If you get access to subtitles, you may find that they repeat overlapping text, which is a real pain if you just want a transcript. The repeated text is pretty valuable in the newer subtitle formats like WebVTT, as you can highlight words as they are being spoken, but for transcript processing it’s not helpful.
3309 00:51:04,309 --> 00:51:09,150 you know much of the talk so thank you very much 3310 00:51:09,150 --> 00:51:09,550 so thank you very much 3311 00:51:09,550 --> 00:51:12,570 so thank you very much for more information please 3312 00:51:12,570 --> 00:51:12,970 for more information please 3313 00:51:12,970 --> 00:51:16,290 for more information please visit www.freddyandeddy.com see 3314 00:51:16,290 --> 00:51:16,690 visit www.freddyandeddy.com see 3315 00:51:16,690 --> 00:51:22,690 visit www.freddyandeddy.com see dots UK
The first step to handling this is to write code to parse the file – since it starts with a number, then a time window, and then text, it lends itself to a state machine (in case we run across a file that has a line of transcript that is numerical etc)
function process(lines) {
let line0 = /^\d+$/;
let line1 = /^\d+:\d+:\d+,\d+ --> \d+:\d+:\d+,\d+$/;
let states = ["line0", "line1", "text"]
let processors = [x => null, x => null, x => x]
let nexts = [x => !!x.match(line0), x => x.match(line1), x => x === '']
let transitions = [1, 2, 0]
let idx = 0;
let stateIdx = 0;
let result = [];
while (idx < lines.length) {
let line = lines[idx];
let thisLineResult = processors[stateIdx](line);
if (thisLineResult !== null && thisLineResult !== "") {
result.push(thisLineResult);
}
if (nexts[stateIdx](line)) {
stateIdx = transitions[stateIdx];
}
idx++;
}
let thisLineResult = processors[stateIdx](lines[idx-1]);
if (thisLineResult != null) {
result.push(thisLineResult);
}
return result;
}
Once you run this, you'll get a list of just the appropriate lines of text from the subtitles.
Clearly we need to get rid of the duplicate text - the next step is to define a fucntion that can detect the bits of text that are replicated from section to section, shown here:
function findOverlap(a, b) {
if (b.length === 0) {
return "";
}
if (a.endsWith(b)) {
return b;
}
if (a.indexOf(b) >= 0) {
return b;
}
return findOverlap(a, b.substring(0, b.length - 1));
}
Once we've done this, we can re-constitute the subtitle string, but without anything that overlaps.
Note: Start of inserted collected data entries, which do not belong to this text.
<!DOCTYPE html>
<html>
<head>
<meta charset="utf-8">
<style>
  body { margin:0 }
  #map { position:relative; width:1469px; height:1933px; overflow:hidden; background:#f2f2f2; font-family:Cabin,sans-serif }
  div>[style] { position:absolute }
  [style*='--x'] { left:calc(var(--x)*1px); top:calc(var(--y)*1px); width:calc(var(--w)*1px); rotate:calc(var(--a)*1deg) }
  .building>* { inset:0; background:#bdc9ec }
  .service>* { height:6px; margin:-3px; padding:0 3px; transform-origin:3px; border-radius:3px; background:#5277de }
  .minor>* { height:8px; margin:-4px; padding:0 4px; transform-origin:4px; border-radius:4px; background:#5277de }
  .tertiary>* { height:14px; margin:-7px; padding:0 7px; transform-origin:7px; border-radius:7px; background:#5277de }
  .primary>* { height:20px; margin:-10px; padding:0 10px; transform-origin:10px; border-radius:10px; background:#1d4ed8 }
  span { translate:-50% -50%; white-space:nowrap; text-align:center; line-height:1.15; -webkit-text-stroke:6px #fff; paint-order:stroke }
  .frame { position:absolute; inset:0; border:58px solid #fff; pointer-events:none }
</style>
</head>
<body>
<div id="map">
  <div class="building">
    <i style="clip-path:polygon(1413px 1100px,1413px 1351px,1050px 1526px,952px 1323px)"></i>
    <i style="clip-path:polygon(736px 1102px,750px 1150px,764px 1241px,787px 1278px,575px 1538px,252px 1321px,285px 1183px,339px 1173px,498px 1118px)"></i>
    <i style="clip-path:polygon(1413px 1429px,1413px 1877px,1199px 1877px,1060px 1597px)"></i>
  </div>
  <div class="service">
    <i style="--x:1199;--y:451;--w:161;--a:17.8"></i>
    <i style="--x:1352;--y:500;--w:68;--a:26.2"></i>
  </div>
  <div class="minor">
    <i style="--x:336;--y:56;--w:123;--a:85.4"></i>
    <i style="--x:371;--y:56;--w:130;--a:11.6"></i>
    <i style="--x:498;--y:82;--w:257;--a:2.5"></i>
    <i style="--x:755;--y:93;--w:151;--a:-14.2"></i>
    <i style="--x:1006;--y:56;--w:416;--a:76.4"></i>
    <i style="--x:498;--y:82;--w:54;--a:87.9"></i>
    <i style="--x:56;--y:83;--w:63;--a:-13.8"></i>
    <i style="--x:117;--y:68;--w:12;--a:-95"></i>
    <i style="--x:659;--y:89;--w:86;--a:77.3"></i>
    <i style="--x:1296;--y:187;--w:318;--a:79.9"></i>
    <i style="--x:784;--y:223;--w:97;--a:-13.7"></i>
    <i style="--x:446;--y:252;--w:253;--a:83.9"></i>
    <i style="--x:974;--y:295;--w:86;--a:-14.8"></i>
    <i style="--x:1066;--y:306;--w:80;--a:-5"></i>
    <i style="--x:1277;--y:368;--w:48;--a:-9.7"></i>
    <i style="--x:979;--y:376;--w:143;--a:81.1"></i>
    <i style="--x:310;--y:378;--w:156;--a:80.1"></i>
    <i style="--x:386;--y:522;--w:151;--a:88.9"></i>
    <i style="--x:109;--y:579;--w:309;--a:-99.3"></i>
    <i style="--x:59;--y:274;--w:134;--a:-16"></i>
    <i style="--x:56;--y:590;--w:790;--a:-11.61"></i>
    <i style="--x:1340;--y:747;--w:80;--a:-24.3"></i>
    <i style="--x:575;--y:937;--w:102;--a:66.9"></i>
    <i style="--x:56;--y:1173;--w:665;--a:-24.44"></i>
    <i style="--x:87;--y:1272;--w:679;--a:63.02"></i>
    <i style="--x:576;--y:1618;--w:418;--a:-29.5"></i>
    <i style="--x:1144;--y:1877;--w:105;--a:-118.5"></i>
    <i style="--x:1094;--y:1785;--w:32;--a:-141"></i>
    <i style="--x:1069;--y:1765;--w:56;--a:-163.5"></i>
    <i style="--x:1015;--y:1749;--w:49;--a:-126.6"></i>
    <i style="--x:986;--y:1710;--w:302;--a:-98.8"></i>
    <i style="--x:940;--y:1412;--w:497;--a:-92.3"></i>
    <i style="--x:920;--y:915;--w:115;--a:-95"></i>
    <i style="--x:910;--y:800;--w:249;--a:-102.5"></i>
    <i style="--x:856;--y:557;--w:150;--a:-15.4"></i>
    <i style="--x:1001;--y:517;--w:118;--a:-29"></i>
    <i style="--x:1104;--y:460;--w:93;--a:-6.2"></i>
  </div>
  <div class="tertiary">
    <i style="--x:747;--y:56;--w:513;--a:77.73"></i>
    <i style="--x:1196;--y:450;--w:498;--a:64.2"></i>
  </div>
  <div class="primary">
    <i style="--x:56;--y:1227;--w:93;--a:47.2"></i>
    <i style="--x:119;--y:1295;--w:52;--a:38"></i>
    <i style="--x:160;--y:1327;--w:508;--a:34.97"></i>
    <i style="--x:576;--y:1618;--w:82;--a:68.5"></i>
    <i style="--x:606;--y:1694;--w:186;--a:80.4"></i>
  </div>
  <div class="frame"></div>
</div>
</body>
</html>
This function should join everything together (with spaces). The tricky thing here is to not consider overlapping whitespace as a problem, or a single character that just happens to overlap (the file word of a sentence and the first of the next start with "s", for example).
To address these issue I've arbitrarily chosen to make sure the overlap is five characters or more. When adding the space between the segments, it must also go at the beginning, since it is a new character and wouldn't show up in the overlap detection.
let textLines = process(subtitles.split("\n"));
function filterDuplicateText(lines) {
let idx = 0;
let text = lines[0];
while (idx < lines.length - 1) {
let overlap =
findOverlap(lines[idx], lines[idx + 1]);
if (overlap.length >= 5) {
let nonOverlap = textLines[idx + 1].substring(overlap.length);
if (nonOverlap.length > 0) {
text += ' ' + nonOverlap;
}
} else {
text += ' ' + textLines[idx + 1];
}
idx++;
}
return text;
}